### What you have to do:
No pictures should appear in the copy; otherwise retype the entries exactly.

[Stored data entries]
--

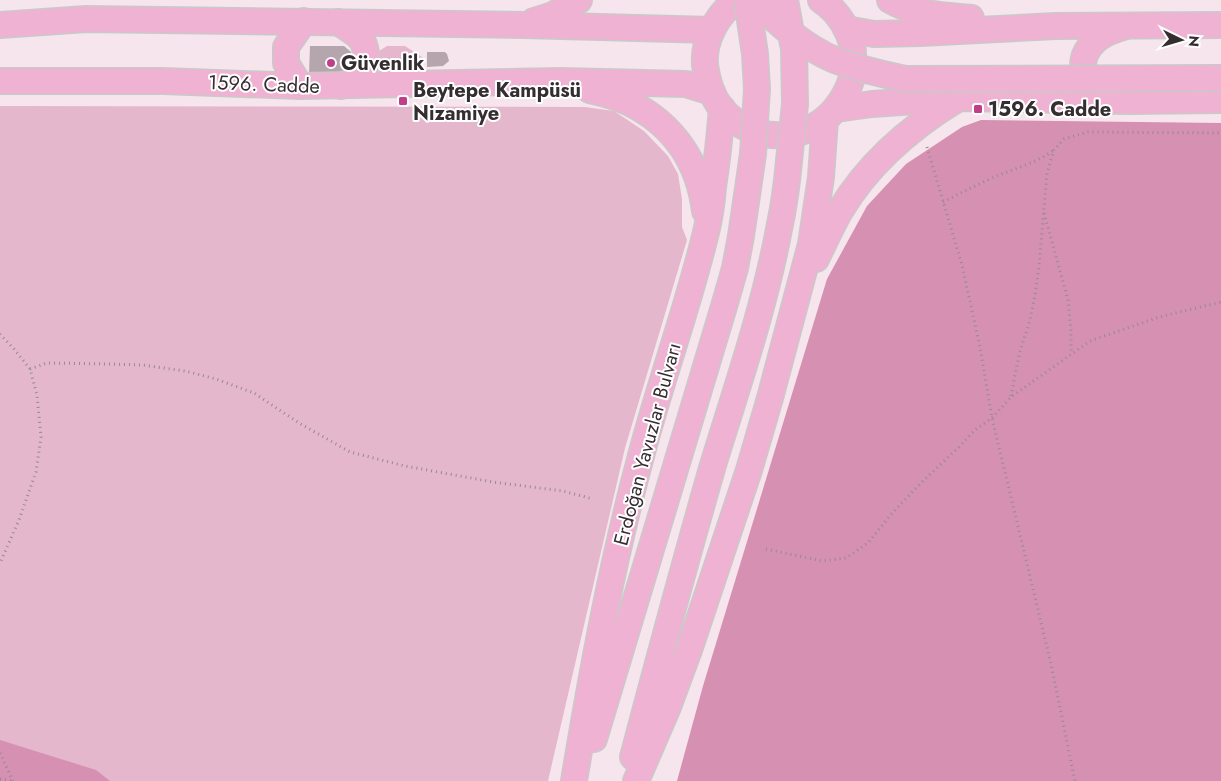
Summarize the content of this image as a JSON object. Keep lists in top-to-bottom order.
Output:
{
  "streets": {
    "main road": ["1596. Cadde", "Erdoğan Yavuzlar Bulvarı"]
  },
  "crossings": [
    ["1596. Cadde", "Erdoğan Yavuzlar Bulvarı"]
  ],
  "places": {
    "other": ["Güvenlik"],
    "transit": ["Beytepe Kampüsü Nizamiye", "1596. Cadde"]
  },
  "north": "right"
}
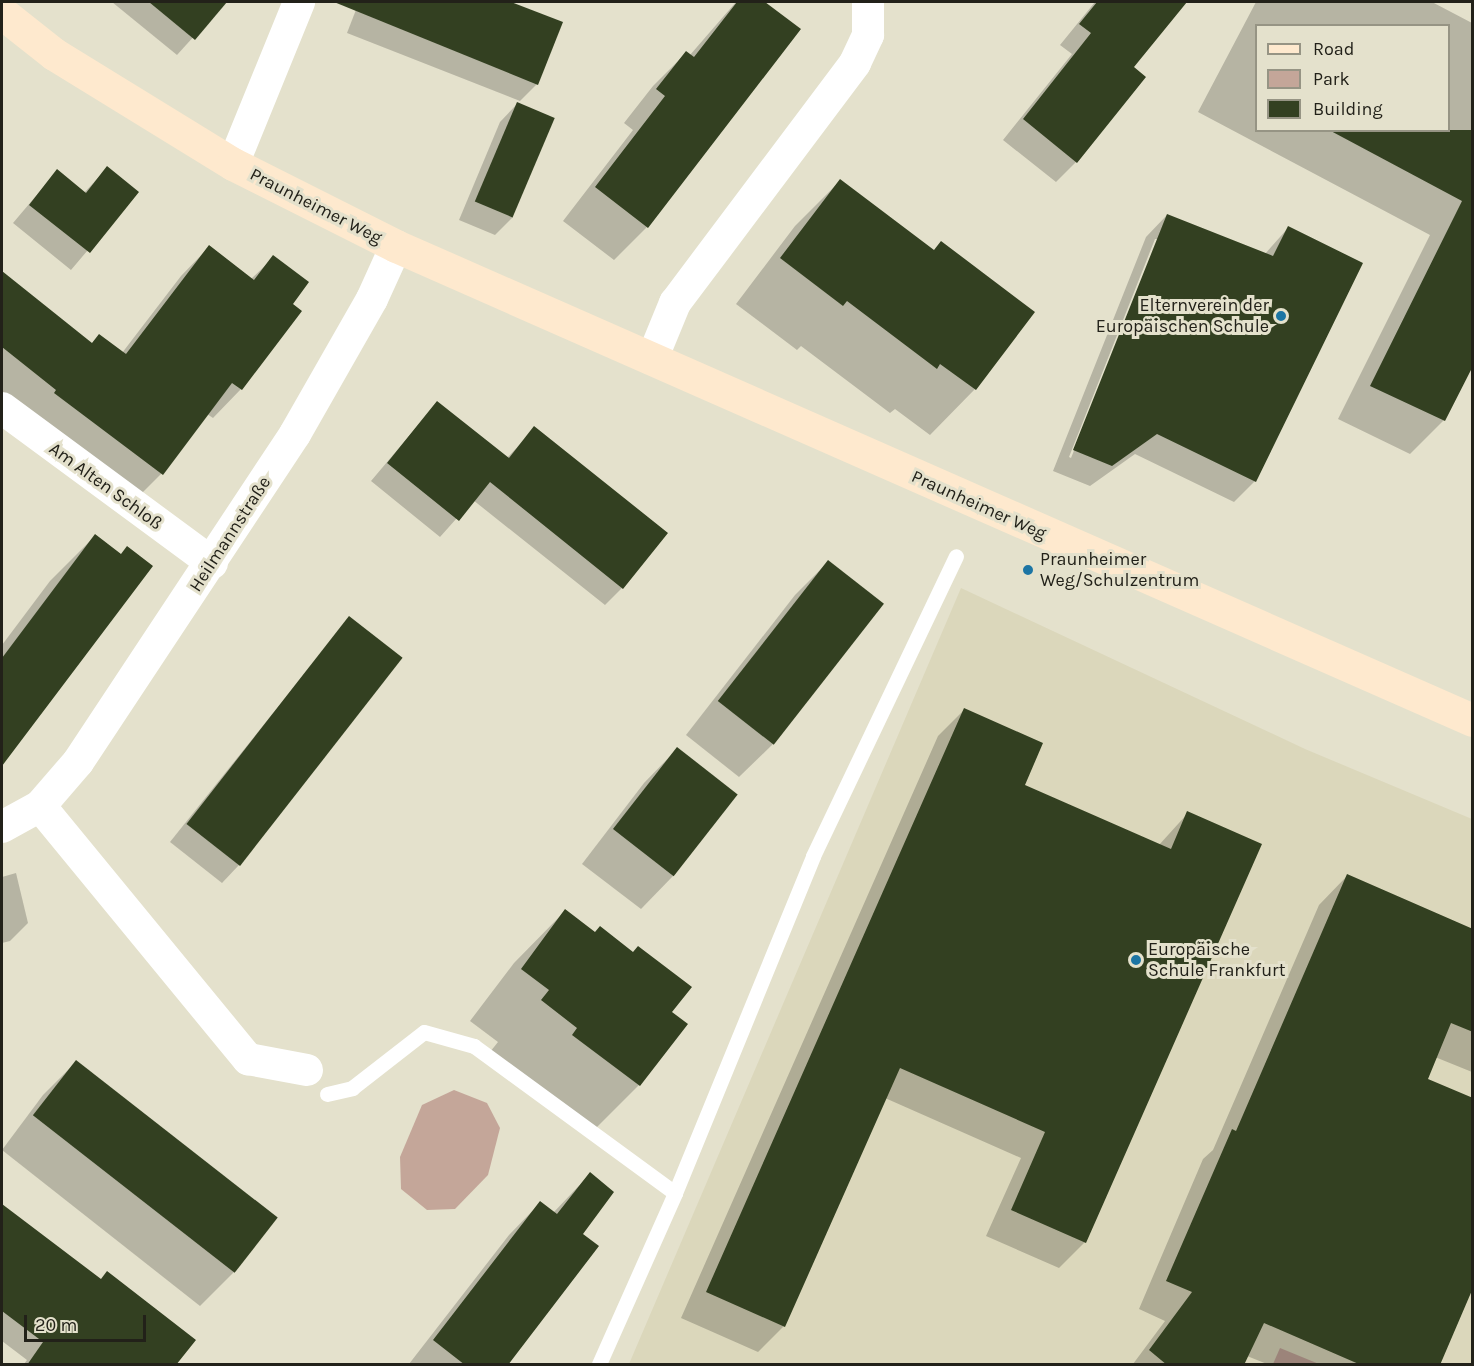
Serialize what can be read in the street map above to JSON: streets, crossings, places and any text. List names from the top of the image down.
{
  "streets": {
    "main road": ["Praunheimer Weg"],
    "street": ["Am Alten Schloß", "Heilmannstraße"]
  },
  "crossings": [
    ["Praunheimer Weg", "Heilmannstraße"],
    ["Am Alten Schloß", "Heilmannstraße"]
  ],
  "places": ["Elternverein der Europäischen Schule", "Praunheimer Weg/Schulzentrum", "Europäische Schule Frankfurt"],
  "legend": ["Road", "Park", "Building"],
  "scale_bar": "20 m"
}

--

### Solution to the problem:
Summarize the content of this image as a JSON object. Keep lists in top-to-bottom order.
Output:
{
  "streets": {
    "main road": ["1596. Cadde", "Erdoğan Yavuzlar Bulvarı"]
  },
  "crossings": [
    ["1596. Cadde", "Erdoğan Yavuzlar Bulvarı"]
  ],
  "places": {
    "other": ["Güvenlik"],
    "transit": ["Beytepe Kampüsü Nizamiye", "1596. Cadde"]
  },
  "north": "right"
}
Serialize what can be read in the street map above to JSON: streets, crossings, places and any text. List names from the top of the image down.
{
  "streets": {
    "main road": ["Praunheimer Weg"],
    "street": ["Am Alten Schloß", "Heilmannstraße"]
  },
  "crossings": [
    ["Praunheimer Weg", "Heilmannstraße"],
    ["Am Alten Schloß", "Heilmannstraße"]
  ],
  "places": ["Elternverein der Europäischen Schule", "Praunheimer Weg/Schulzentrum", "Europäische Schule Frankfurt"],
  "legend": ["Road", "Park", "Building"],
  "scale_bar": "20 m"
}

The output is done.